*** Opening Material provided ***

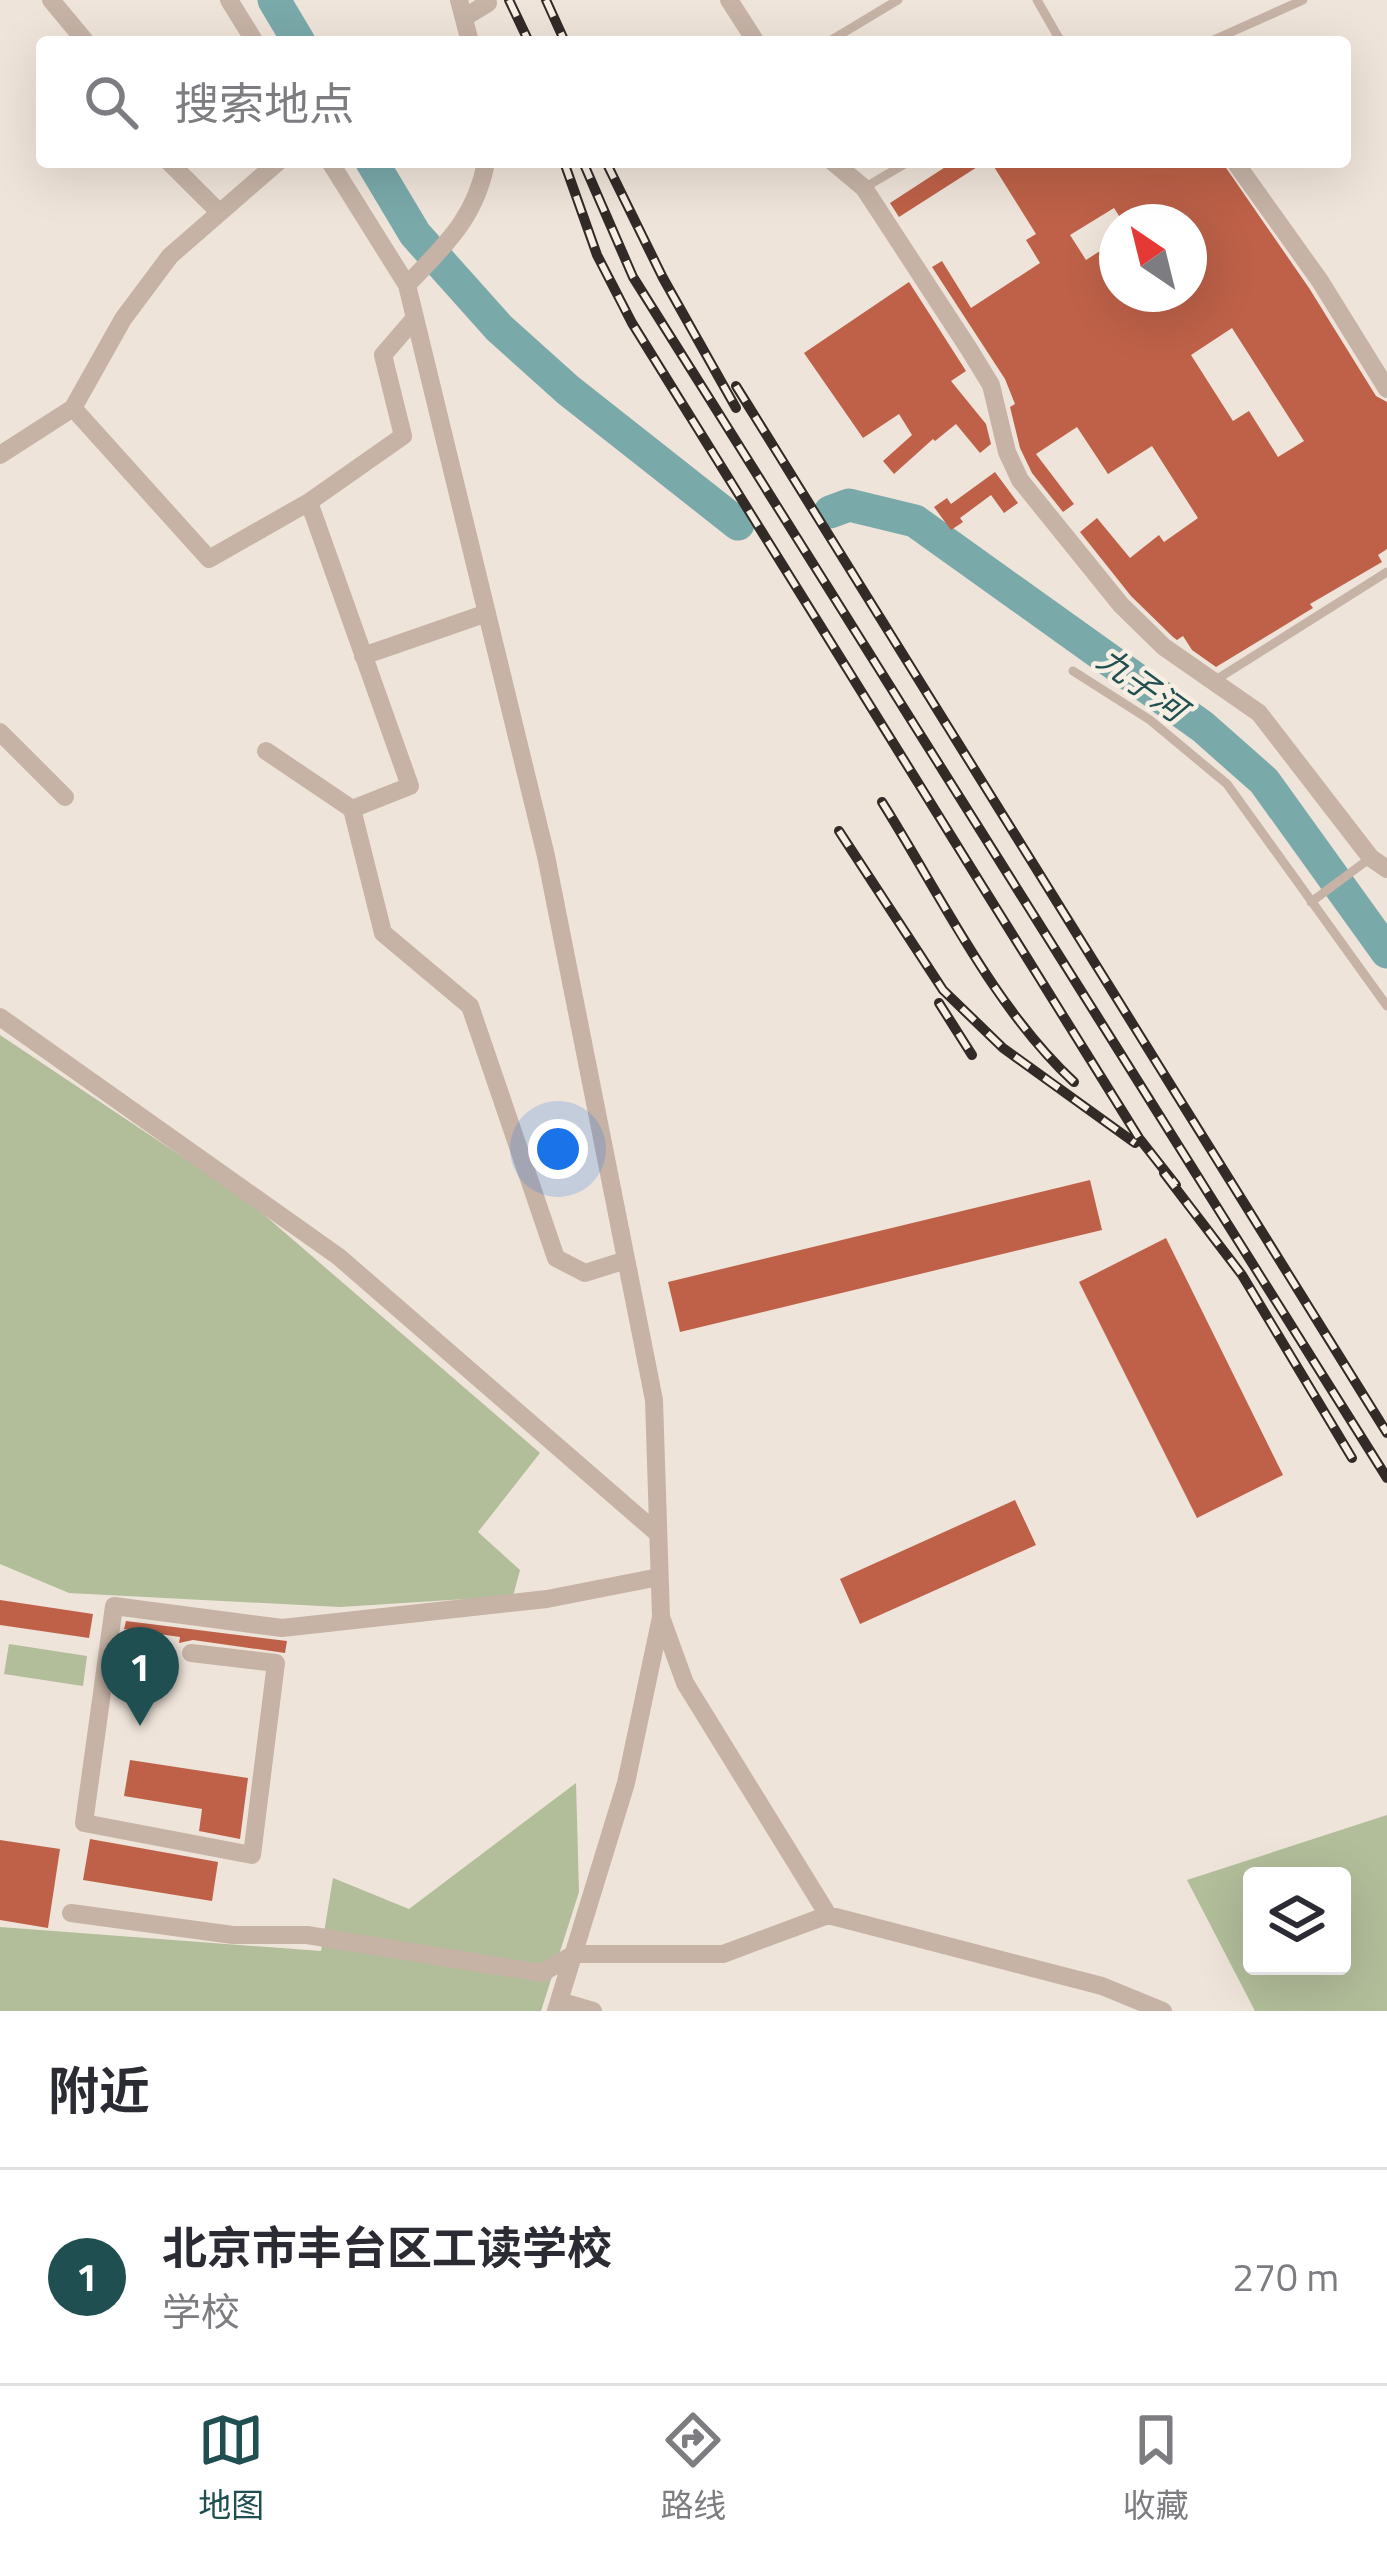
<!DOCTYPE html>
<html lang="zh">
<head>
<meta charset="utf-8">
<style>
	body { margin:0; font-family:"Titillium Web","Noto Sans SC",sans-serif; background:#f7f7f7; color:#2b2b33 }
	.controls { position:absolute; right:36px; bottom:36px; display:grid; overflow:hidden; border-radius:12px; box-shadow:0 12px 48px #0002 }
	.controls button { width:108px; height:108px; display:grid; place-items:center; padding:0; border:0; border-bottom:3px solid #e1e1e2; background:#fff; color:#2b2b33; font:60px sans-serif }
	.compass { position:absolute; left:1099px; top:204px; width:108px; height:108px; border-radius:50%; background:#fff; box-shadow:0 12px 48px #0002; rotate:325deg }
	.you { position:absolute; left:558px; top:1149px; width:42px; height:42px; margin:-30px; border:9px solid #fff; border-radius:50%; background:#1a73e8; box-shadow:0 0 0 18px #1a73e833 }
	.badge { display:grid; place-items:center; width:78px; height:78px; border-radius:50%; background:#1f4f51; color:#fff; font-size:39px; font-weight:700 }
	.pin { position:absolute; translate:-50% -99px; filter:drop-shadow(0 3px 6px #0008) }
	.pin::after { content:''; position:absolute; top:63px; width:42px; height:36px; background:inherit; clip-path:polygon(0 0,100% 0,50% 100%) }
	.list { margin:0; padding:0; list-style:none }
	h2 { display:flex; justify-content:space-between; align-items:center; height:156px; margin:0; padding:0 48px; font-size:51px }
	h2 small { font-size:39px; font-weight:400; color:#7c7c81 }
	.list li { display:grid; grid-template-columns:78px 1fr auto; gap:36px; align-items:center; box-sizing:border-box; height:216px; padding:0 48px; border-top:3px solid #e1e1e2 }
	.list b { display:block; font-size:45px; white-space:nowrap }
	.list p { margin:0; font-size:39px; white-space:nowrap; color:#7c7c81 }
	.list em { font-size:39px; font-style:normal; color:#7c7c81 }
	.icon { flex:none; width:66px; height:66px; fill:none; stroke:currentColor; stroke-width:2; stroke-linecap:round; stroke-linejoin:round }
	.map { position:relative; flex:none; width:1387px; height:2011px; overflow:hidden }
	.search { position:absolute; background:#fff; box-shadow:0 12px 48px #0002; left:36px; right:36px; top:36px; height:132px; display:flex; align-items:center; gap:30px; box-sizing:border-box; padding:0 42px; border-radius:12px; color:#7c7c81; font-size:45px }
	.sheet { height:372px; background:#fff }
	nav { display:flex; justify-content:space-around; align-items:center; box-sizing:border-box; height:168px; border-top:3px solid #e1e1e2; background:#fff; font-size:33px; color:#7c7c81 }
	nav a { display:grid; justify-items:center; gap:6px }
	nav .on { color:#1f4f51 }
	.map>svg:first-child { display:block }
	.green { fill:#b2bd9a; fill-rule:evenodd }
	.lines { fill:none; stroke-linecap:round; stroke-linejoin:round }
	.river { stroke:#7aa9aa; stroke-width:33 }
	.building { fill:#be6148; fill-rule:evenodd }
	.lane { stroke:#c6b3a6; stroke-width:9 }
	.street { stroke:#c6b3a6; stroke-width:18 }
	.rail-casing { stroke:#322a26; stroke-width:10 }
	.rail { stroke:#f7eee4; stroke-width:6; stroke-dasharray:18; stroke-linecap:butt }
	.labels { text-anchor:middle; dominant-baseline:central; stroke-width:9; stroke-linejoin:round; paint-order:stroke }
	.water-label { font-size:33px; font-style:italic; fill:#1f4f51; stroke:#f7eee4 }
</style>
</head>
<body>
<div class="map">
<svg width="1387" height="2011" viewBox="0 0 1387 2011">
	<rect width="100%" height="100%" fill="#efe4d9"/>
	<path class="green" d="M0 1035 247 1200 540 1453 478 1532 520 1570 513 1596 340 1607 69 1593 0 1564Z
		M9 1644 87 1656 83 1686 4 1674Z
		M576 1783 579 1892 541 2011H0V1927L321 1951 333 1878 409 1909Z
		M1387 1815V2011H1255L1187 1880ZM1342 1876V1966H1252V1876Z"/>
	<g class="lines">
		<path class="river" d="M274 0 299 42
			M372 162 415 234 499 328 568 390 738 524
			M830 512 849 505 915 521 1203 727 1264 781 1387 952"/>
	</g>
	<path class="building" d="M953 162H985L899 217 890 203Z
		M991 162H1222L1309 288 1376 396 1387 402V549L1378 555 1382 562 1310 604 1313 608 1216 667 1192 650 1183 636 1177 640 1173 637 1131 596 1080 532 1097 518 1130 558 1159 535 1164 542 1198 518 1152 446 1108 474 1077 427 1036 454 1074 504 1063 512 1032 473 1020 448 1010 407 1015 404 1005 379 932 267 942 261 971 308 1040 263 1026 240 1036 234ZM1114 208 1123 222H1189V294H1117V240L1086 260 1070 235ZM1232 328 1304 441 1278 457 1249 411 1233 421 1191 355Z
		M909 282 966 371 951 381 986 424 991 444 980 453 956 424 935 441 933 439 894 474 883 461 912 435 899 414 863 438 804 353Z
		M995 472 1018 503 1004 513 991 495 960 518 963 522 951 530 934 507 947 498 951 504Z
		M1090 1180 1102 1230 680 1332 668 1282Z
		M1166 1238 1283 1475 1197 1518 1079 1282Z
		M1015 1500 1036 1545 860 1624 840 1579Z
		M0 1600 93 1614 89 1638 0 1625Z
		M126 1621 287 1641 285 1653 193 1640 179 1643 180 1637 124 1629Z
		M130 1760 248 1778 240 1839 199 1831 202 1809 124 1796Z
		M90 1839 218 1862 212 1901 83 1880Z
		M0 1840 60 1849 48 1928 0 1920Z"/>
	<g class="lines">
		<path class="lane" d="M1037 0 1061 42
			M828 42 898 0
			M1209 42 1303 0
			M864 188 908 162
			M1073 671 1150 720 1227 784 1387 1006
			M1214 681 1387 572
			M1311 902 1369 859"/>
		<path class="street" d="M51 0 86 42
			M229 0 255 42
			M459 0 470 42
			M729 0 756 42
			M465 17 488 3
			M169 162 219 212
			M330 162 407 285 546 856 654 1400 661 1617 685 1683 828 1915 1102 1986 1163 2011
			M833 162 864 188 969 349 991 385 1007 452 1020 480 1121 605 1164 647 1259 713 1371 858 1387 869
			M1235 162 1320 281 1387 389
			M407 285C444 246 476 218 486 162
			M73 408 209 559 309 502 403 436 383 355 415 318
			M0 455 73 408 123 319 170 256 278 162
			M363 656 487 613
			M0 732 65 797
			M266 751 352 809 410 786 309 502
			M352 809 383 933 470 1006 556 1258 585 1273 626 1260
			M0 1017 339 1257 656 1532
			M191 1653 276 1663 252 1855 84 1823 114 1606 282 1628 547 1599 659 1577
			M71 1913 233 1935H307L542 1973 574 1954H723L828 1915
			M559 2001 593 2011
			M556 2011 626 1783 661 1617"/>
		<g class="rail-casing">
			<path id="rail" d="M509 0 529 42
				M546 0 565 42
				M564 162 597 255 632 323 1139 1138 1176 1185
				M583 162 633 277 1387 1478
				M606 162 663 278 736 408
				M736 386 1387 1433
				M882 802C940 894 994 1008 1074 1082
				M839 831 943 990 1003 1048 1135 1143
				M939 1003 972 1055
				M1164 1173 1242 1275 1352 1458"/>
		</g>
		<use href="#rail" class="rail"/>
	</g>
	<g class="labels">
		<g class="water-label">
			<text transform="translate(1142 684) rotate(36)">九子河</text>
		</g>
	</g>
</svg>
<div class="controls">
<button><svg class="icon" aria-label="layers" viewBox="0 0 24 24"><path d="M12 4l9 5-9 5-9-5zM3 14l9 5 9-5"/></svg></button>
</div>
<svg class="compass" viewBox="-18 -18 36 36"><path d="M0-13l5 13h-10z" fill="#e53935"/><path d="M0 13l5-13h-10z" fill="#7c7c81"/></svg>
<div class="you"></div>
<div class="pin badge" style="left:140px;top:1726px">1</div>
<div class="search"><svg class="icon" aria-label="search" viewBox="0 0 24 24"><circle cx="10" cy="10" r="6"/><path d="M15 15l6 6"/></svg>搜索地点</div>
</div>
<section class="sheet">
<h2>附近<small></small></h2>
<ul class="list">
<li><span class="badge">1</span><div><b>北京市丰台区工读学校</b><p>学校</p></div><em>270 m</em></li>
</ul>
</section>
<nav>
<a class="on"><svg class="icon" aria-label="map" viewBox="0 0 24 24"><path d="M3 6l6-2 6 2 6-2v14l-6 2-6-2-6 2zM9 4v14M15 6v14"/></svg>地图</a>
<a><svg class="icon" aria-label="directions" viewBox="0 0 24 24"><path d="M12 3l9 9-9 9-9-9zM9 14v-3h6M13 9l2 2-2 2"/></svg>路线</a>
<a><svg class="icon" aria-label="saved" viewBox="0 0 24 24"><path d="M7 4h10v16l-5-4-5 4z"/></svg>收藏</a>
</nav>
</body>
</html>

*** Closing Material provided ***

--- What is required ---
Only lines containing the string "nowrap" are needed. Pull each of them out of the records above.

--- Written answer ---
	.list b { display:block; font-size:45px; white-space:nowrap }
	.list p { margin:0; font-size:39px; white-space:nowrap; color:#7c7c81 }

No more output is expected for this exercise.